The idea is to allow investors to place bets on specific industries or sectors, which have strong growth potential. These funds tend to be more volatile than funds holding a diversified portfolio of securities in many industries. Such concentrated portfolios can produce tremendous gains or losses, depending on whether the chosen sector is in or out of favour. INDEX MUTUAL FUNDS: An index fund is a type of mutual fund that builds its portfolio by buying stock in all the companies of a particular index and thereby reproducing the performance of an entire section of the market. The most popular index of stock index funds is the Standard & Poor’s 500.
An S&P 500 stock index fund owns 500 stocks-all the companies that are included in the index. Investing in an index fund is a form of passive investing. Passive investing has two big advantages over active investing. First, a passive stock market mutual fund is much cheaper to run than an active fund. Second, a majority of mutual funds fail to beat broad indexes such as the S&P 500. FUND OF FUNDS: A fund of funds is a type of mutual fund that invests in other mutual funds. Just as a mutual fund invests in a number of different securities, a fund of funds holds shares of many different mutual funds. Fund of funds are designed to achieve greater diversification than traditional mutual funds.
But on the flipside, expense fees on fund of funds are typically higher than those on regular funds because they include part of the expense fees charged by the underlying funds. Also, since a fund of funds buys many different funds which themselves invest in many different stocks, it is possible for the fund of funds to own the same stock through several different funds and it can be difficult to keep track of the overall holdings. ADVANTAGES OF MUTUAL FUNDS: The advantages of investing in a Mutual Fund are: Diversification: The best mutual funds design their portfolios so individual investments will react differently to the same economic conditions.
For example, economic conditions like a rise in interest rates may cause certain securities in a diversified portfolio to decrease in value. Other securities in the portfolio will respond to the same economic conditions by increasing in value. When a portfolio is balanced in this way, the value of the overall portfolio should gradually increase over time, even if some securities lose value. Professional Management: Most mutual funds pay topflight professionals to manage their investments. These managers decide what securities the fund will buy and sell. Regulatory oversight: Mutual funds are subject to many government regulations that protect investors from fraud.
Liquidity: It’s easy to get your money out of a mutual fund. Write a check, make a call, and you’ve got the cash. Convenience: You can usually buy mutual fund shares by mail, phone, or over the Internet. Low cost: Mutual fund expenses are often no more than 1. 5 percent of your investment. Expenses for Index Funds are less than that, because index funds are not actively managed. Instead, they automatically buy stock in companies that are listed on a specific index Transparency Flexibility Choice of schemes Tax benefits Well regulated DISADVANTAGES OF MUTUAL FUNDS: Mutual funds have their drawbacks and may not be for everyone: No Guarantees: No investment is risk free.

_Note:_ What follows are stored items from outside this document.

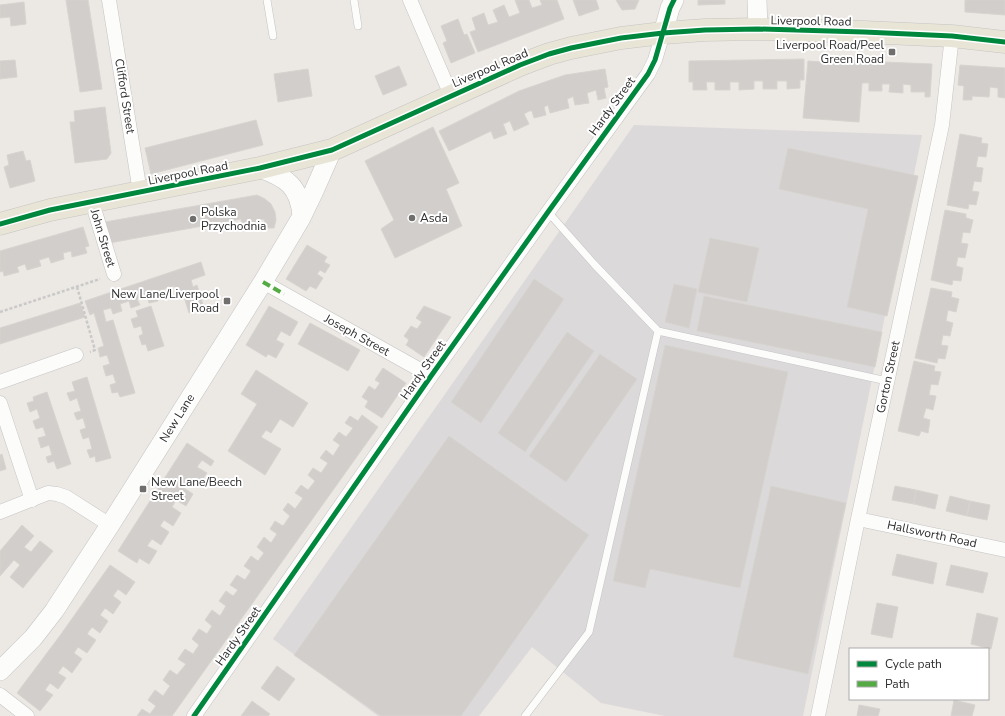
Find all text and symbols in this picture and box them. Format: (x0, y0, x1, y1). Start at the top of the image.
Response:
street label: Liverpool Road (770, 12, 852, 30)
place label: Liverpool Road/Peel Green Road (776, 37, 884, 67)
street label: Liverpool Road (450, 45, 530, 91)
marker: Liverpool Road/Peel Green Road (887, 47, 897, 57)
street label: Clifford Street (111, 57, 139, 135)
street label: Hardy Street (585, 73, 639, 138)
street label: Liverpool Road (147, 157, 229, 189)
place label: Polska Przychodnia (201, 204, 266, 234)
street label: John Street (86, 206, 120, 270)
place label: Asda (420, 210, 448, 226)
marker: Asda (407, 213, 417, 223)
marker: Polska Przychodnia (188, 214, 198, 224)
place label: New Lane/Liverpool Road (111, 286, 219, 316)
marker: New Lane/Liverpool Road (222, 296, 232, 306)
street label: Joseph Street (321, 310, 393, 360)
street label: Hardy Street (397, 337, 450, 403)
street label: Gorton Street (873, 339, 904, 415)
street label: New Lane (156, 391, 198, 445)
place label: New Lane/Beech Street (151, 474, 242, 504)
marker: New Lane/Beech Street (138, 484, 148, 494)
street label: Hallsworth Road (886, 517, 978, 551)
street label: Hardy Street (212, 603, 265, 669)
legend (849, 648, 989, 700)
text: Cycle path (885, 656, 942, 672)
text: Path (885, 676, 910, 692)

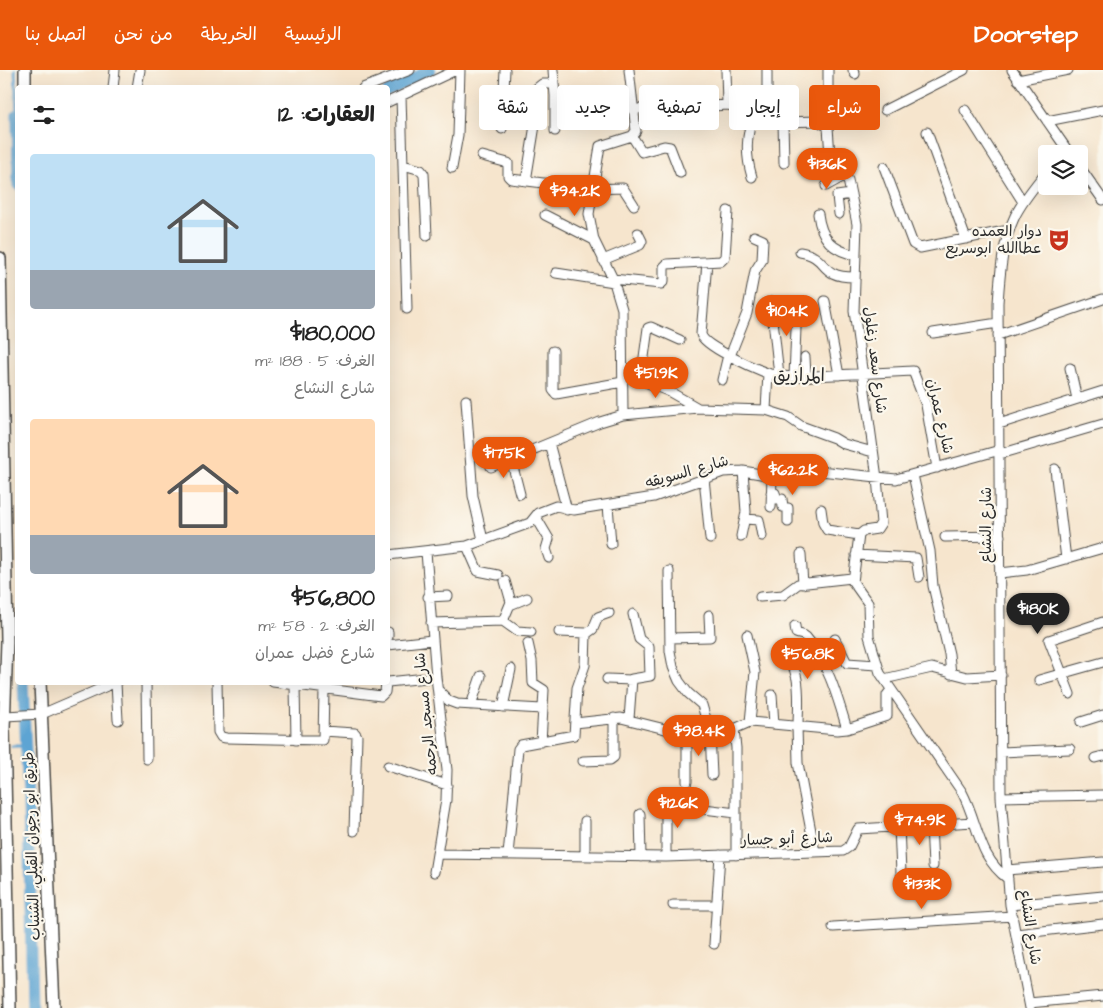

If the entire stock market declines in value, the value of mutual fund shares will go down as well, no matter how balanced the portfolio. Investors encounter fewer risks when they invest in mutual funds than when they buy and sell stocks on their own. However, anyone who invests through a mutual fund runs the risk of losing money. Fees and commissions: All funds charge administrative fees to cover their day-to-day expenses. Some funds also charge sales commissions or “loads” to compensate brokers, financial consultants, or financial planners. Even if you don’t use a broker or other financial adviser, you will pay a sales commission if you buy shares in a Load Fund.
Taxes: During a typical year, most actively managed mutual funds sell anywhere from 20 to 70 percent of the securities in their portfolios. If your fund makes a profit on its sales, you will pay taxes on the income you receive, even if you reinvest the money you made. Management risk: When you invest in a mutual fund, you depend on the fund’s manager to make the right decisions regarding the fund’s portfolio. If the manager does not perform as well as you had hoped, you might not make as much money on your investment as you expected. Of course, if you invest in Index Funds, you forego management risk, because these funds do not employ managers. ASSOCIATION OF MUTUAL FUNDS IN INDIA (AMFI)
With the increase in mutual fund players in India, a need for mutual fund association in India was generated to function as a non-profit organization. Association of Mutual Funds in India (AMFI) was incorporated on 22nd August, 1995. AMFI is an apex body of all Asset Management Companies (AMC) which has been registered with SEBI. Till date all the AMCs are that have launched mutual fund schemes are its members. It functions under the supervision and guidelines of its Board of Directors. Association of Mutual Funds India has brought down the Indian Mutual Fund Industry to a professional and healthy market with ethical lines enhancing and maintaining standards.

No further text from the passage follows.